[Saved entries]
※ ※ ※
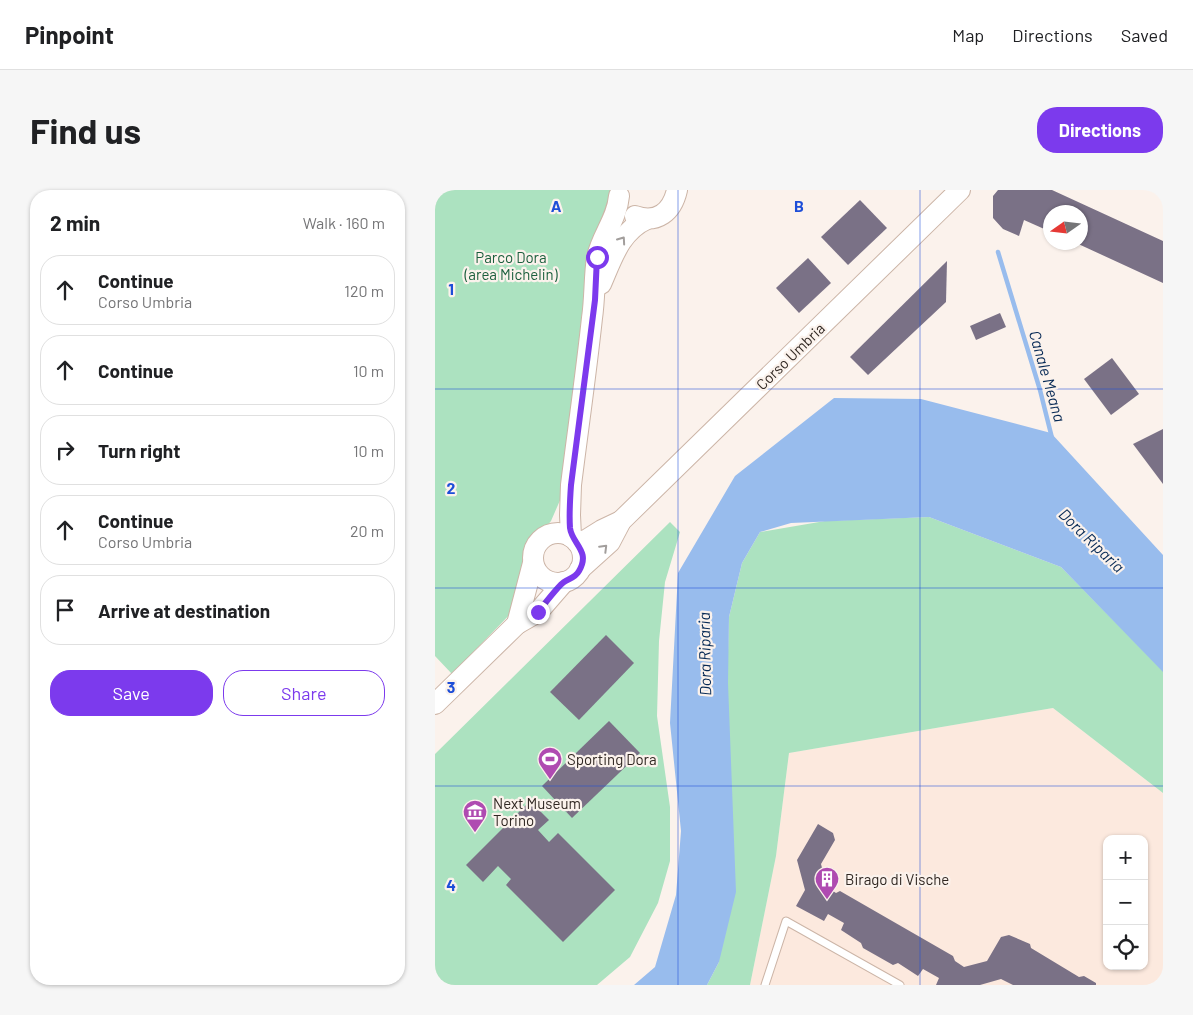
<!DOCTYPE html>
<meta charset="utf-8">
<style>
body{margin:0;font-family:Barlow,sans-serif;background:#f6f6f6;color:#202124}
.controls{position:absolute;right:15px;bottom:15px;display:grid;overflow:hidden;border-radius:10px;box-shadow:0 1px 4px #0004}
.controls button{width:45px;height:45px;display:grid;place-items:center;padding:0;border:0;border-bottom:1px solid #e0e0e0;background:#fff;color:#202124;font:25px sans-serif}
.compass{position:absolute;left:608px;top:15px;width:45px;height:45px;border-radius:50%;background:#fff;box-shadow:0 1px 4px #0004;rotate:256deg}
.stop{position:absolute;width:15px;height:15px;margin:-11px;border:4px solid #7c3aed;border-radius:50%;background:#fff}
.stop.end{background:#7c3aed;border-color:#fff;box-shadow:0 1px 5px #0008}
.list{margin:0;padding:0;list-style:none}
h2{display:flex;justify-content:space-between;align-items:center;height:65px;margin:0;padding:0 20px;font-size:21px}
h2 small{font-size:16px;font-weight:400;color:#757577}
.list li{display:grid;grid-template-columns:32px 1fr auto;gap:15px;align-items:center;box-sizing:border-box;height:70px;margin:0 10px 10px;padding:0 10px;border:1px solid #e0e0e0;border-radius:20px}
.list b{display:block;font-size:19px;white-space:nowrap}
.list p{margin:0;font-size:16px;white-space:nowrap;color:#757577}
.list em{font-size:16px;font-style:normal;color:#757577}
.actions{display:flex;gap:10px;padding:15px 20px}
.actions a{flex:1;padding:11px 0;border:1px solid #7c3aed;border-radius:20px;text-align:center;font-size:18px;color:#7c3aed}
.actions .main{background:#7c3aed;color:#fff}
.icon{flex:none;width:28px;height:28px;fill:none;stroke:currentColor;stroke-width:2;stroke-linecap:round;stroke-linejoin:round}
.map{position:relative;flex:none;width:728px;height:795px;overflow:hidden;border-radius:20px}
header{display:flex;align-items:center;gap:30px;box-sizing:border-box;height:70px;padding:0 25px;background:#fff;border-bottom:1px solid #e0e0e0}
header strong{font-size:24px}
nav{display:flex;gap:28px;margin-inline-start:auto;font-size:18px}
.intro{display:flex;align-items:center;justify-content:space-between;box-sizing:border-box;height:120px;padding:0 30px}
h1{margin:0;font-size:35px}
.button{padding:12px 22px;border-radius:20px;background:#7c3aed;color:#fff;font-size:18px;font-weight:700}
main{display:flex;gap:30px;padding:0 30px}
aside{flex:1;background:#fff;border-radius:20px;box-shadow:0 1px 4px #0004}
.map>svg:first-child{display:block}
.built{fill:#fce9de;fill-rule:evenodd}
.green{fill:#ace2c0}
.water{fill:#98bced}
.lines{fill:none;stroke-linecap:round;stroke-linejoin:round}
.stream{stroke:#98bced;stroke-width:4.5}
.building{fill:#7a7186}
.lane-casing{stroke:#ccb5a7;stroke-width:9}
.secondary-casing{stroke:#ccb5a7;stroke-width:22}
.lane{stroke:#fff;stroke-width:7}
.secondary{stroke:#fff;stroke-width:20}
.oneway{stroke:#a29e9c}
.route{stroke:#7c3aed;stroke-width:6}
.grid{fill:none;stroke:#1d4ed8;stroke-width:1;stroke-opacity:0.55}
.labels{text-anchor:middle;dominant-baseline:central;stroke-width:4.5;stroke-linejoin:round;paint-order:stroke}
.park-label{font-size:15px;fill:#1b5f3d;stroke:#fbf2ec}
.street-label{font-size:15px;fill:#312823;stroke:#fbf2ec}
.poi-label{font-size:15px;fill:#312823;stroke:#fbf2ec;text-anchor:start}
.water-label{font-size:16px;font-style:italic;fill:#062955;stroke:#fbf2ec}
.grid-label{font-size:16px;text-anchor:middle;font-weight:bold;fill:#1d4ed8;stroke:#fbf2ec;stroke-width:4.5;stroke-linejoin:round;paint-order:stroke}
</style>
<header>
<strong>Pinpoint</strong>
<nav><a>Map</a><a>Directions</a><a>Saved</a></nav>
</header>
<div class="intro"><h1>Find us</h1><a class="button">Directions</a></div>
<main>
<aside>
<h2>2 min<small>Walk · 160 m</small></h2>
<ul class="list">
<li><svg class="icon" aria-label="ahead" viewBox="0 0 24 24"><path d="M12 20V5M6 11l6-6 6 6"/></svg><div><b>Continue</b><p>Corso Umbria</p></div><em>120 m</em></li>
<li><svg class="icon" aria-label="ahead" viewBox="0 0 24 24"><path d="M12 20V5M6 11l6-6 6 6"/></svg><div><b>Continue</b></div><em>10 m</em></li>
<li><svg class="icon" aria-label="right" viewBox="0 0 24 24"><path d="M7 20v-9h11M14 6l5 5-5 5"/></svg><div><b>Turn right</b></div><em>10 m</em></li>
<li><svg class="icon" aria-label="ahead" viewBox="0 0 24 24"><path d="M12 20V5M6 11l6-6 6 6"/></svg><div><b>Continue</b><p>Corso Umbria</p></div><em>20 m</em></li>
<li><svg class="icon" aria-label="arrive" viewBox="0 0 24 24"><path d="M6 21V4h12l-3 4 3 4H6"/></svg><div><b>Arrive at destination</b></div></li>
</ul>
<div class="actions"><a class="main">Save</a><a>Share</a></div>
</aside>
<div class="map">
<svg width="728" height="795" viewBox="0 0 728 795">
<rect width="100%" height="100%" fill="#fbf2ec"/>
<path class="built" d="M618,518L728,603V795H315L341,666L354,563ZM672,649H709V776H672Z"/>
<g class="green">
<polygon points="0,0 176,0 176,15 153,71 126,308 116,331 98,353 93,363 88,411 17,484 0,466"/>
<polygon points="494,327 626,377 728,481 728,603 618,518 354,563 341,666 315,795 272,795 284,772 294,427 307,373 325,342 390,331"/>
<polygon points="235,332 245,342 230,392 224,451 222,526 235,617 235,671 223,713 195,767 162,795 0,795 0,564"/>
</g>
<polygon class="water" points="399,208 486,209 616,243 728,365 728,482 626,377 494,327 356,333 325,342 307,373 294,427 293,493 301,702 284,772 272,795 199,795 220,777 241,705 246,641 235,533 243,383 300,286"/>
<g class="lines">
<polyline class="stream" points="563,62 605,200 617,248"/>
</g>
<g class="building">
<polygon points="563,0 617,0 728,51 728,93 639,52 646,52 646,22 616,22 616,42 589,30 584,46 568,39 558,28 558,6"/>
<polygon points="425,10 452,38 413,75 386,47"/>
<polygon points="373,68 396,93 364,123 341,98"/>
<polygon points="512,71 511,112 433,185 415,167"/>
<polygon points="565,123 571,137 541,150 535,136"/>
<polygon points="677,168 704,204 676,225 649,189"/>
<polygon points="728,239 728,294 698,254"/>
<polygon points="171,445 199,473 144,530 115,502"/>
<polygon points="174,531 205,563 137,628 107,596"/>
<polygon points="95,611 114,630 103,640 114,652 123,643 180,700 128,752 71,695 76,689 63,676 48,692 31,675"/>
<polygon points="383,634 398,643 400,650 386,674 392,697 401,703 405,701 518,766 520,771 529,777 552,771 566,747 574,745 595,754 596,758 644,787 649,786 661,793 661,795 578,795 566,789 545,795 501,795 504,788 488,779 483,786 463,773 458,775 428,758 426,753 406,740 409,733 393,724 389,731 361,716 370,700 362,670"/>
</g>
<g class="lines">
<defs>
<polyline id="lane" points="330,795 351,731 465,795"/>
<g id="secondary">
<path d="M200,26C222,34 237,22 242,0"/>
<path d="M166,94C177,69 185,41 212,29"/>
<circle cx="123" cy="368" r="25"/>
<path d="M136,347L135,325L136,295C143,239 151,184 157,128C160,108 159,87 162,67C167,45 182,29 184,6"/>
<polyline points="142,352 151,350 167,340 186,331"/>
<polyline points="145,379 175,352 186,331 525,0"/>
<polyline points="82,434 98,373"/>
<polyline points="0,514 82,434 103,422 129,392"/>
</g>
</defs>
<use href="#lane" class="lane-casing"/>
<use href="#secondary" class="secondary-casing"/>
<use href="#lane" class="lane"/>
<use href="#secondary" class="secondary"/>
</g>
<defs><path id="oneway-chevron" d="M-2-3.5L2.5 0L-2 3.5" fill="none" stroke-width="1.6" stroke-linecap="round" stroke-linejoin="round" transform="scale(1.25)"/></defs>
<g class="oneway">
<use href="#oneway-chevron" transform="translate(187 50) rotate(-55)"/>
<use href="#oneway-chevron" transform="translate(169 358) rotate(-45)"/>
</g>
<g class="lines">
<path class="route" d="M103,422C109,415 122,397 129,392C135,388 140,388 144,381C156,361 137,354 135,338C134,324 135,309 136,295L160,110L162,67"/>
</g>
<path class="grid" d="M243,0V795M485,0V795M0,199H728M0,398H728M0,596H728"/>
<defs>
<symbol id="stadium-pin" viewBox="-11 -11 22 30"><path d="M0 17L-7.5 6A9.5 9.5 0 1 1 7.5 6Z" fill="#af4bb1" stroke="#fbf2ec"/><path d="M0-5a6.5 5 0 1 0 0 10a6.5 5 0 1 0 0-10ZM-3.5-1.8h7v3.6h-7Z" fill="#fff"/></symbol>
<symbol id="museum-pin" viewBox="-11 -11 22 30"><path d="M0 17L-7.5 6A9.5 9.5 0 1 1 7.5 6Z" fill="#af4bb1" stroke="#fbf2ec"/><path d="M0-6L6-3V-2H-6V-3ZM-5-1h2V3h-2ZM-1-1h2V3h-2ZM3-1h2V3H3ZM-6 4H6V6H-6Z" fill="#fff"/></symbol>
<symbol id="building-pin" viewBox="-11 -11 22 30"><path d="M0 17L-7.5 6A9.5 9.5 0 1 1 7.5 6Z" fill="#af4bb1" stroke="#fbf2ec"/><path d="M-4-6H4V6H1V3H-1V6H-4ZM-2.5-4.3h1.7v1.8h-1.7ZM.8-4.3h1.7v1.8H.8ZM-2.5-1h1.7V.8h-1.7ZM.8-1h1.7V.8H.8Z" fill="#fff"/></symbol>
</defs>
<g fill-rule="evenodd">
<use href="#stadium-pin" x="101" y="555" width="28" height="38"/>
<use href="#museum-pin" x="26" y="608" width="28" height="38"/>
<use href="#building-pin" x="378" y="675" width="28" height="38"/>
</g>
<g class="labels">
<g class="park-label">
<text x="76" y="67">Parco Dora<tspan x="76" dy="17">(area Michelin)</tspan></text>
</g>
<g class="street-label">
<text transform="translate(355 166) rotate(-44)">Corso Umbria</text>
</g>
<g class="poi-label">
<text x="132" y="569">Sporting Dora</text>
<text x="58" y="613">Next Museum<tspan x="58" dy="17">Torino</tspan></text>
<text x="410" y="689">Birago di Vische</text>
</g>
<g class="water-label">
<text transform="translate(613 186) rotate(74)">Canale Meana</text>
<text transform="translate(657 350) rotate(44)">Dora Riparia</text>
<text transform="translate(269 464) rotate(-91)">Dora Riparia</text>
</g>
</g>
<g class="grid-label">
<text x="121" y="22">A</text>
<text x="364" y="22">B</text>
<text x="16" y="105">1</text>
<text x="16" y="304">2</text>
<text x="16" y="503">3</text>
<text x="16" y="701">4</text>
</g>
</svg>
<div class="controls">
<button>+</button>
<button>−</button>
<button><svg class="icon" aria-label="locate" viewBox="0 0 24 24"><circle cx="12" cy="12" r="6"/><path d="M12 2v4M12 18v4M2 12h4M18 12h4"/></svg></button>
</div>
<svg class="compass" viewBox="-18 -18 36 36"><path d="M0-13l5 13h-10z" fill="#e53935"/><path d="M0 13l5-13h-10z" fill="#757577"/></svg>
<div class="stop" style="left:162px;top:67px"></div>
<div class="stop end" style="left:103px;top:422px"></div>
</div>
</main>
※ ※ ※
▶ Exercise aim: For every line of the records above that holds the word "hidden", count one, and state the total only.

▶ Answer section: 2